- Born: 1977 (age 48–49) Acornhoek, Mpumalanga, South Africa
- Other name: "Mpumalanga Serial Rapist"
- Conviction: Murder
- Criminal penalty: 165 years' imprisonment

Details
- Victims: 6
- Span of crimes: February – September 2000
- Country: South Africa
- State: Mpumalanga
- Date apprehended: September 14, 2000

= Fanuel Makamu =

South African serial killer and serial rapist

Fanuel Makamu (born 1977), known as The Mpumalanga Serial Rapist, is a South African robber, rapist and serial killer. Along with his accomplice, Henry Maile, the duo robbed, raped and killed women and nearby witnesses on streets between February and September 2000. Maile was killed during apprehension, and Makamu was sentenced to 165 years' imprisonment.

==Murders==
Makamu and Maile started their crime spree in February 2000. They would rob and rape women on streets, and at times, shoot anybody accompanying their victims. On one such instance, on August 5, the criminals broke into a water pump station in Cottondale, where a security guard and his girlfriend were sleeping, shooting the man dead and raping the woman, killing her afterwards as well.

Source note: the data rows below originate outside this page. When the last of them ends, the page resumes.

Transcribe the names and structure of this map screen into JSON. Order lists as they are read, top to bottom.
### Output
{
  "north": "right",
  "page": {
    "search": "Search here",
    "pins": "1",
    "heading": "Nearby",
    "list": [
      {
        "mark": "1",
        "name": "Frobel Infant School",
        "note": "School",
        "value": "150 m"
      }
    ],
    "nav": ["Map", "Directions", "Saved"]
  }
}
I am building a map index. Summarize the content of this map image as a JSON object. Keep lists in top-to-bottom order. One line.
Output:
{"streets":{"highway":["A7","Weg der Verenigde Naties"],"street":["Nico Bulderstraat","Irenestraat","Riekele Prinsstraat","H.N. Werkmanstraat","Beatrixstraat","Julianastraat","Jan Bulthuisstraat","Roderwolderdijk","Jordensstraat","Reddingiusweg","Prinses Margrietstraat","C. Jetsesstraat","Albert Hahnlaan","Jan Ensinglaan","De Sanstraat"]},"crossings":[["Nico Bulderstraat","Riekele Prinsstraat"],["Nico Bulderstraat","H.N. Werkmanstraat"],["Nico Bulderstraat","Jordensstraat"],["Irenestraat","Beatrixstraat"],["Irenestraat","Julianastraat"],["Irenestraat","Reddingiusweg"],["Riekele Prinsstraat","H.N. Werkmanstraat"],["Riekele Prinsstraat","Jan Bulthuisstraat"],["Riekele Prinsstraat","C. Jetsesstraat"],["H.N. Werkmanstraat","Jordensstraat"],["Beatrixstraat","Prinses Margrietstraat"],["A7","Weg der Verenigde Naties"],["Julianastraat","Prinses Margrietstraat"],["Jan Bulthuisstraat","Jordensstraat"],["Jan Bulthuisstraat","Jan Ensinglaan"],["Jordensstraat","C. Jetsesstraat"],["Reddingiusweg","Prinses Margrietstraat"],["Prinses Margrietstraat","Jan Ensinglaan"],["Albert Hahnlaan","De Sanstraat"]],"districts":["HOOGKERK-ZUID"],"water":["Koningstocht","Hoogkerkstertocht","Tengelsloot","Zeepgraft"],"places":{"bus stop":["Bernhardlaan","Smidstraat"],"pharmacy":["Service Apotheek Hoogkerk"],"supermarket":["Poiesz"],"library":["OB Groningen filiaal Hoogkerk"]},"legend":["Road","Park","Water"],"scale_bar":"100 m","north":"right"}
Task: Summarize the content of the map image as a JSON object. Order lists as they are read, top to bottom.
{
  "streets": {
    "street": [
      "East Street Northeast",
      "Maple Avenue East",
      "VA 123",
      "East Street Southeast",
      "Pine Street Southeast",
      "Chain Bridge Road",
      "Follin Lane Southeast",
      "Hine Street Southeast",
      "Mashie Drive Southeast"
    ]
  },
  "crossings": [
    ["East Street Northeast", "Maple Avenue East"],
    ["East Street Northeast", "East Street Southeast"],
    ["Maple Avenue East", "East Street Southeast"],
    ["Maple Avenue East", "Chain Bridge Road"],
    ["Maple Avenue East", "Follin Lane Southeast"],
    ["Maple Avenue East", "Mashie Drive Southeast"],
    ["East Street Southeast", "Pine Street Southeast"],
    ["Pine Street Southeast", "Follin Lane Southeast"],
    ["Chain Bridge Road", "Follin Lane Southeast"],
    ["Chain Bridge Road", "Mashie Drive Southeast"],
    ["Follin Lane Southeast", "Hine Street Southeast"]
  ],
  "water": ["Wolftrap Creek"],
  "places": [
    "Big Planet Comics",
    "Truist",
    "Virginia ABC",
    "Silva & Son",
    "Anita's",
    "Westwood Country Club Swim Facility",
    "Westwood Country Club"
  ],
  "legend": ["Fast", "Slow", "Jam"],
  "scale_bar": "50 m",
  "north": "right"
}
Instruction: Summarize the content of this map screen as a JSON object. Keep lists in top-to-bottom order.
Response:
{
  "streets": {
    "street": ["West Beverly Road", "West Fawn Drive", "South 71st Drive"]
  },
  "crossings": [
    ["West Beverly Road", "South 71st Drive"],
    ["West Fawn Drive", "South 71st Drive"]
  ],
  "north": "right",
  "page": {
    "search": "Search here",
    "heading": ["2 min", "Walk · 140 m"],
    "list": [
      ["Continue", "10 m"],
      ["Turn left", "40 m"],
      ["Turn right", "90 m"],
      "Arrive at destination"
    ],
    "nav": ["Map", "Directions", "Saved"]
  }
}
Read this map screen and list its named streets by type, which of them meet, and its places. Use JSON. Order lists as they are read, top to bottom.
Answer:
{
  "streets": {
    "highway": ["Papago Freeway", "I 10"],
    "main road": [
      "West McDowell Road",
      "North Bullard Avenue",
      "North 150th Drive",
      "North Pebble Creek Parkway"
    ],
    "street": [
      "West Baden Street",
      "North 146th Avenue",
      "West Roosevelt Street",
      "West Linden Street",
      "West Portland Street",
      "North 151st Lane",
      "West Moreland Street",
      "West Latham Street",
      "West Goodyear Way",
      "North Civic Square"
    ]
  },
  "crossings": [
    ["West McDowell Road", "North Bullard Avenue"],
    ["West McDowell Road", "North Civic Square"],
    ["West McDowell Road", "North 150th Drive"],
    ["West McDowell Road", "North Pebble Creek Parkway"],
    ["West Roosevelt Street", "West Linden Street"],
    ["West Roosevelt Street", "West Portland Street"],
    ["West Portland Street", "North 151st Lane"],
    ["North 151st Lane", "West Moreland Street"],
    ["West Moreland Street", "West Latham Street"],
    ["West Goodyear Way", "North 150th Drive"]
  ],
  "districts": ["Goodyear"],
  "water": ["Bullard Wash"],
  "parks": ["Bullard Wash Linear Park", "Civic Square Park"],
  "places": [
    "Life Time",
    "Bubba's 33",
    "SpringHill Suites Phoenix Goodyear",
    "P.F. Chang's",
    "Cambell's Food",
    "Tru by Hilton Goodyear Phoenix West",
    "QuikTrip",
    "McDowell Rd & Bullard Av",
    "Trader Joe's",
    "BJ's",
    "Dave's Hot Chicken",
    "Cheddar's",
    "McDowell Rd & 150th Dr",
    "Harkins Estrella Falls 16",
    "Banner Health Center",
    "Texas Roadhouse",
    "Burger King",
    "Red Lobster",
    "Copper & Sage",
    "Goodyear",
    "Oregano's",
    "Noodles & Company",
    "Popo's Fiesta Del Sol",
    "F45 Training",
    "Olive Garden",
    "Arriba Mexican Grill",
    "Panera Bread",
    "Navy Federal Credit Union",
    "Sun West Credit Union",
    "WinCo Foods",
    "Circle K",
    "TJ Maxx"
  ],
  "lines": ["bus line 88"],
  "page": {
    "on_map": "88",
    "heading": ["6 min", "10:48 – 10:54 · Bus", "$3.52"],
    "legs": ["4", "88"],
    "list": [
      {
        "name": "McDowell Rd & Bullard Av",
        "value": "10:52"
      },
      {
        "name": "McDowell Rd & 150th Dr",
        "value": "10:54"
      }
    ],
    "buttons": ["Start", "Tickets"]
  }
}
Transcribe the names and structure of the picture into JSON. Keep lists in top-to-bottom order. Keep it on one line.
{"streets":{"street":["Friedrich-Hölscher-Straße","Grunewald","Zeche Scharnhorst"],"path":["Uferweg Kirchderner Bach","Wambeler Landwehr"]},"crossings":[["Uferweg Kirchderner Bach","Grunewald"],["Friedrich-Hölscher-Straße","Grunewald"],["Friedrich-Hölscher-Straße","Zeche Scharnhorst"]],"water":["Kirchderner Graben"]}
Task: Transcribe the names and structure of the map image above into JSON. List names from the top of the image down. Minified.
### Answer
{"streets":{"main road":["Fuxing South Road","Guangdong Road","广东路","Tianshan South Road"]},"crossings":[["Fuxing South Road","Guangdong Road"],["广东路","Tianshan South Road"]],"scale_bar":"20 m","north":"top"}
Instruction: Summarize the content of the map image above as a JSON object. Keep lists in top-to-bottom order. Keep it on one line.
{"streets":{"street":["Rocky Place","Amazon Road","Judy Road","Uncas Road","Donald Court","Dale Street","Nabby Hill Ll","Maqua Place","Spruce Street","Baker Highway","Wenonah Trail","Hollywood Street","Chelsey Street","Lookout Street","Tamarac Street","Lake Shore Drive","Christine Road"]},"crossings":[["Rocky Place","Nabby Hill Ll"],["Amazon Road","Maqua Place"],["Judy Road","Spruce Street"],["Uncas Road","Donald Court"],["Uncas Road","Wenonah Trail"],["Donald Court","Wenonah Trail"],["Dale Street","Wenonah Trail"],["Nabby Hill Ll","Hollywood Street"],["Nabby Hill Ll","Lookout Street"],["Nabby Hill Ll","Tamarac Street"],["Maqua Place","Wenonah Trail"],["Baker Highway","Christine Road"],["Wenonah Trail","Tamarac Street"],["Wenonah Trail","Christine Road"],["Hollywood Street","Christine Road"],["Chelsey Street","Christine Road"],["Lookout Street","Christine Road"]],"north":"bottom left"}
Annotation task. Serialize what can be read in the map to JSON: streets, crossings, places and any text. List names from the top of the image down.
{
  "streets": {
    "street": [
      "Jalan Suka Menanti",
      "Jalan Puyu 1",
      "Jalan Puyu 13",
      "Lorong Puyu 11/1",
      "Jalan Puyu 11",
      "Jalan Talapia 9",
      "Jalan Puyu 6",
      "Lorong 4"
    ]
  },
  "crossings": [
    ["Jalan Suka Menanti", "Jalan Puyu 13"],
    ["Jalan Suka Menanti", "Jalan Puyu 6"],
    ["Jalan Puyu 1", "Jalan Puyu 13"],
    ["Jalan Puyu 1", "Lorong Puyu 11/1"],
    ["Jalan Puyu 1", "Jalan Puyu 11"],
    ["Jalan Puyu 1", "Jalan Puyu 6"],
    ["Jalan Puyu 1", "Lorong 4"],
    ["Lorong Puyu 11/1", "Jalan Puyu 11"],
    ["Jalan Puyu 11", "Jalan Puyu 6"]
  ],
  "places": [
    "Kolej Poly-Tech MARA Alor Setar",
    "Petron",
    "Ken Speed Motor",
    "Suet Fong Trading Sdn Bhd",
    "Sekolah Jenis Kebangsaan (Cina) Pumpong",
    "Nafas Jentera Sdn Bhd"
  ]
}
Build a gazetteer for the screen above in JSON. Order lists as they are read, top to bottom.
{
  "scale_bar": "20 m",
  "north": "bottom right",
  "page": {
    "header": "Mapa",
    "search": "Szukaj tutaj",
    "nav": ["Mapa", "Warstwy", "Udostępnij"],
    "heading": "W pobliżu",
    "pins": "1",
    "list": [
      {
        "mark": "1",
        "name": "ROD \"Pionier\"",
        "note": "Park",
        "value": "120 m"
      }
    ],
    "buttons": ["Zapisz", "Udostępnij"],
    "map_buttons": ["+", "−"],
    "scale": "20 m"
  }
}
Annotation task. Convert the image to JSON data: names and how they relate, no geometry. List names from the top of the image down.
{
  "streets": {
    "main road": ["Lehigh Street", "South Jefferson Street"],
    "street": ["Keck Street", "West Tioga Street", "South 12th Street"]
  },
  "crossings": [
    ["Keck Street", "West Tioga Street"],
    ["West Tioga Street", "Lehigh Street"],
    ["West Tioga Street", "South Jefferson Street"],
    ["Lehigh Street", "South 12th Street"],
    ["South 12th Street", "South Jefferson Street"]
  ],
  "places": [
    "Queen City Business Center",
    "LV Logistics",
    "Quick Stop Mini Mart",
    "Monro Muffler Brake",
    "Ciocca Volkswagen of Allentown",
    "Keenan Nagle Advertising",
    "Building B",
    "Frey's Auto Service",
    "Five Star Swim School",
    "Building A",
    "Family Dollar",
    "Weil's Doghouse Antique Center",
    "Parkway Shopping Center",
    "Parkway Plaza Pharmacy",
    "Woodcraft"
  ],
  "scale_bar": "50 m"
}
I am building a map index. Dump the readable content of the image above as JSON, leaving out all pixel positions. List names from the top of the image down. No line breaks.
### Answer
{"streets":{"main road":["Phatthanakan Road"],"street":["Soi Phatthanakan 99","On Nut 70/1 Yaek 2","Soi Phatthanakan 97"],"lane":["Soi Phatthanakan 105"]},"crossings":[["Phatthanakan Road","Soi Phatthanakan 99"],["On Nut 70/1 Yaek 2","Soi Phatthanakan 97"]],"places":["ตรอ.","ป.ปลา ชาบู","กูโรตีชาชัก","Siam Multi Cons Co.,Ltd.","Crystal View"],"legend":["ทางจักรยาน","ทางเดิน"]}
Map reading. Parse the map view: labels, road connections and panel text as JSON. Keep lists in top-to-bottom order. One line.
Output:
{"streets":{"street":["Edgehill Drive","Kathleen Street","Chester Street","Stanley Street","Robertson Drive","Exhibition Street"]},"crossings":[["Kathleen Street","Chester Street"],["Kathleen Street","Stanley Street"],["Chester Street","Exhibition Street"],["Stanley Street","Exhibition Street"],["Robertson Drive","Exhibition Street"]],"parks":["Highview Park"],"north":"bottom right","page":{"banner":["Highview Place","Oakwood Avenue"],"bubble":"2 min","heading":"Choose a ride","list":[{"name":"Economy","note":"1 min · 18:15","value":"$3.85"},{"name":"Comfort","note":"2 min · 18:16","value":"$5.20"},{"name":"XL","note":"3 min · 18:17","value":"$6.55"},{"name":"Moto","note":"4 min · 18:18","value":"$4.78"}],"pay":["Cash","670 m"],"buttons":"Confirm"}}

In another case, a woman was walking towards her husband's work when the two men forced her to come with them, raping her at Magwagwaza High School in Mhala on May 11.

One of the surviving victims testified about her encounter with the two men: she and a female friend were raped in Mhala on September 2, and overheard their attackers discussing how to kill them. However, Makamu and Maile simply took a cell phone and the women's clothes, and fled.

==Capture and sentence==
Eventually, while trying to evade arrest, Maile was killed by police raiding his house on September 14. Makamu tried to flee, but was soon turned in by his mother after an outcry from the community.

He was charged with 10 counts of rape, 6 counts of murder, 5 counts of armed robbery, 2 counts of attempted murder, 3 counts of housebreaking, one of attempted robbery, one of attempted housebreaking, 2 of illegal possession of firearms, 2 of illegal possession of ammunition, one of malicious damage to property and one of attempt to escape from custody. Makamu pled not guilty in front of the Circuit Court in Nelspruit; however, Judge Willy Serete found him guilty of 32 charges, acquitting him of 2 rape and robbery charges.

Makamu was given 8 life sentences and 165 years of imprisonment, much to the relief of the community and his mother, Joyce Makhubela. She said that her son got what he deserved for doing such horrible crimes, and upon leaving court with her 19-year-old daughter, Sibongile, both were treated warmly by her son's victims and their families. The mayor of Bushbuckridge, Milton Morema, also expressed his relief with the sentence.